Ecology broadly interprets “waters of the state,” and courts have generally upheld this approach. For example, while the statute does not mention “wetlands,” Ecology’s regulations include “wetlands” as “surface waters.” Courts have upheld this assertion of jurisdiction as to wetlands that are hydrologically connected to other large water bodies. See Pacific Topsoils, Inc, v. Ecology, 238 P.3d 1201 (2010) (affirming Ecology jurisdiction over wetlands on an island with “large areas of historically documented wetlands”).
As explained below, Ecology asserts jurisdiction over so-called “isolated” wetlands that lack any connection to other water bodies, which are no longer federally jurisdictional after Sackett v. Environmental Protection Agency. Washington appellate courts have not addressed whether or to what extent Ecology has jurisdiction over such isolated wetlands. One trial court interpreted the WPCA as granting Ecology jurisdiction over intermittent, isolated wetlands because they were “bigger than puddles.” See BIAW v. Lacey, Thurston County Superior Court, Cause No. 91-2-02895-5 (1991) (upholding Ecology’s jurisdiction over intermittent, isolated wetlands because they were “bigger than puddles”). The Pollution Control Hearings Board (“PCHB”) has held that Ecology has jurisdiction over at least some isolated wetlands but has not analyzed the extent of Ecology’s jurisdiction. See Kariah Enterprises, LLC v. Ecology, PCHB No. 05-021, Corrected Order Granting Partial Summary Judgment (Jan. 6, 2005) (stating that a Clean Water Act (“CWA”) Section 401 certification “may include provisions to address impacts to all state waters, including isolated wetlands”); Sno-King Watershed Council v. Ecology, PCHB No. 15-086, Order Denying Motion to Reverse Ecology Administrative Order No. 11627 (March 21, 2016) (holding that certain “isolated wetlands . . . fell under Ecology’s jurisdiction as waters of the state pursuant to the state Water Pollution Control Act”). In one case, the PCHB held that Ecology lacked jurisdiction over a “large puddle” because the water in question was a “small, shallow depression, unconnected to any other water body, with no outlet to any other water body, and wholly transitory in nature.” BNSF Railway Co. v. Ecology, Order on Motion for Summary Judgment on Legal Issue No. 3, PCHB No. 11-181 (June 13, 2012). The PCHB distinguished the BIAW v. Lacey, which held that “waters of the state” includes wetlands that are larger than puddles. However, the PCHB did not discuss whether isolated wetlands that are puddle-sized or smaller would still meet the jurisdictional test articulated in these PCHB decisions.

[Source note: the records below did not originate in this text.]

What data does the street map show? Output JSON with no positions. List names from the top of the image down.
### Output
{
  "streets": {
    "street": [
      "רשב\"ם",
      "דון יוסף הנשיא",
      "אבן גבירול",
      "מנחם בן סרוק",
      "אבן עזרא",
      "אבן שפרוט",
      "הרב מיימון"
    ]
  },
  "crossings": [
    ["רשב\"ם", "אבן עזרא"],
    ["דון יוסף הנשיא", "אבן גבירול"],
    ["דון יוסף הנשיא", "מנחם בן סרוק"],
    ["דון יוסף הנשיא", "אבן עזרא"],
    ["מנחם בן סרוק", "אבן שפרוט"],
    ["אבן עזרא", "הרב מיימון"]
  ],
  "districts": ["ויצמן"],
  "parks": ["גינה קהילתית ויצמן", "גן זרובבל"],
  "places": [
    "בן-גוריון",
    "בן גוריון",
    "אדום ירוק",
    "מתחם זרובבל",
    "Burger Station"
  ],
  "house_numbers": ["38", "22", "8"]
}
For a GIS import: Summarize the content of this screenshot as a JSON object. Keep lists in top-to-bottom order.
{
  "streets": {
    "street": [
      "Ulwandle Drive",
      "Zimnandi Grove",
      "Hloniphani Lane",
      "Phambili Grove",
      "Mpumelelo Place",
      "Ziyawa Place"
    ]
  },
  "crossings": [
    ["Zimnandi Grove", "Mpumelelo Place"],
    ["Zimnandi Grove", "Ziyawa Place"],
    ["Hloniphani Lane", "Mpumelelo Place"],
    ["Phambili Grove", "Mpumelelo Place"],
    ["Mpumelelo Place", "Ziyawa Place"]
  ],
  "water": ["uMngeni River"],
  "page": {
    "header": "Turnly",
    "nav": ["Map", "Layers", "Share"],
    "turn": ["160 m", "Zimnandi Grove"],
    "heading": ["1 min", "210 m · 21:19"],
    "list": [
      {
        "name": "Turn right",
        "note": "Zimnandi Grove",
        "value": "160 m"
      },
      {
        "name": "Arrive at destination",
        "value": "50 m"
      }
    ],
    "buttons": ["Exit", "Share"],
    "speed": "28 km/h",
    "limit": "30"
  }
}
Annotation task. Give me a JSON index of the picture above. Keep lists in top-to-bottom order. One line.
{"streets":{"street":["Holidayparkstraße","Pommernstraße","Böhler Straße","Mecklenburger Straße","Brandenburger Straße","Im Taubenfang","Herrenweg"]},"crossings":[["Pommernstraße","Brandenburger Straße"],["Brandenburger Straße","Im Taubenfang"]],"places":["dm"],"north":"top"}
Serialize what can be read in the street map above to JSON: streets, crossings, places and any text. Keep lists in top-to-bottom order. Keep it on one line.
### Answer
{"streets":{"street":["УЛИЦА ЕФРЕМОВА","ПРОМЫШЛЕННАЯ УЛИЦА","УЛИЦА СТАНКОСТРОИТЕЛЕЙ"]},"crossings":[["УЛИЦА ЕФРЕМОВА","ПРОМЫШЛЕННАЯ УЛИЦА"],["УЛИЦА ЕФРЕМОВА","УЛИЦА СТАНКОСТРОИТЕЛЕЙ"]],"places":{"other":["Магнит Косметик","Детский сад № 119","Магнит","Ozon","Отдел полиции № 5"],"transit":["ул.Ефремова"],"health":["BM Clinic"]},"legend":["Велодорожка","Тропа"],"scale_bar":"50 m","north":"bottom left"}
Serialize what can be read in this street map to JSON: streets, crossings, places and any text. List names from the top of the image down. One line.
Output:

The appellate courts have not ruled on these issues, and significant questions remain about the extent of Ecology’s jurisdiction over small, isolated, transitory wetlands and other isolated waters. This is a key issue that should be clarified as part of Ecology’s rulemaking process.
Relationship Between “Waters of the State” and Federal WOTUS
Ecology’s legal jurisdiction over “waters of the state” under the WPCA is independent from federal agencies’ jurisdiction over WOTUS under the federal CWA. As a practical matter, however, Ecology’s approach to regulating “waters of the state” is impacted by the scope of federal jurisdiction over WOTUS.
When a federal agency has jurisdiction over a water body as WOTUS under the CWA, Ecology does not require a separate state-level approval for impacts to the same water body as “waters of the state” under the WPCA. Instead, Ecology participates in federal CWA permitting processes through the state water quality certification process provided under CWA Section 401. Because of Sackett, many water bodies that were previously treated as WOTUS are no longer subject to federal CWA permitting requirements. As a result, Ecology has seen an increase in requests for state-level approvals authorizing impacts to waters of the state.
In response to U.S. Supreme Court decisions removing certain types of waters from federal jurisdiction, Ecology has responded by asserting that Ecology still regulates those waters under the WPCA. For example, in Sackett, the Supreme Court clarified that WOTUS only includes “relatively permanent, standing or continuously flowing bodies of water” and adjacent wetlands with a “continuous surface connection” to navigable waters. In response to Sackett, Ecology has identified the following types of waters as “no longer defined as WOTUS”:
- Floodplain wetlands
- Wetlands behind dikes
- Depressional wetlands not directly connected to a stream
- Ephemeral streams
- Interdunal wetland systems along the outer coast without a direct connection to a WOTUS
Ecology estimates that Sackett removed over 50% of Washington’s wetlands and 14% of state streams from federal oversight, and that this will increase Ecology’s project reviews from a handful to 50-100 annually.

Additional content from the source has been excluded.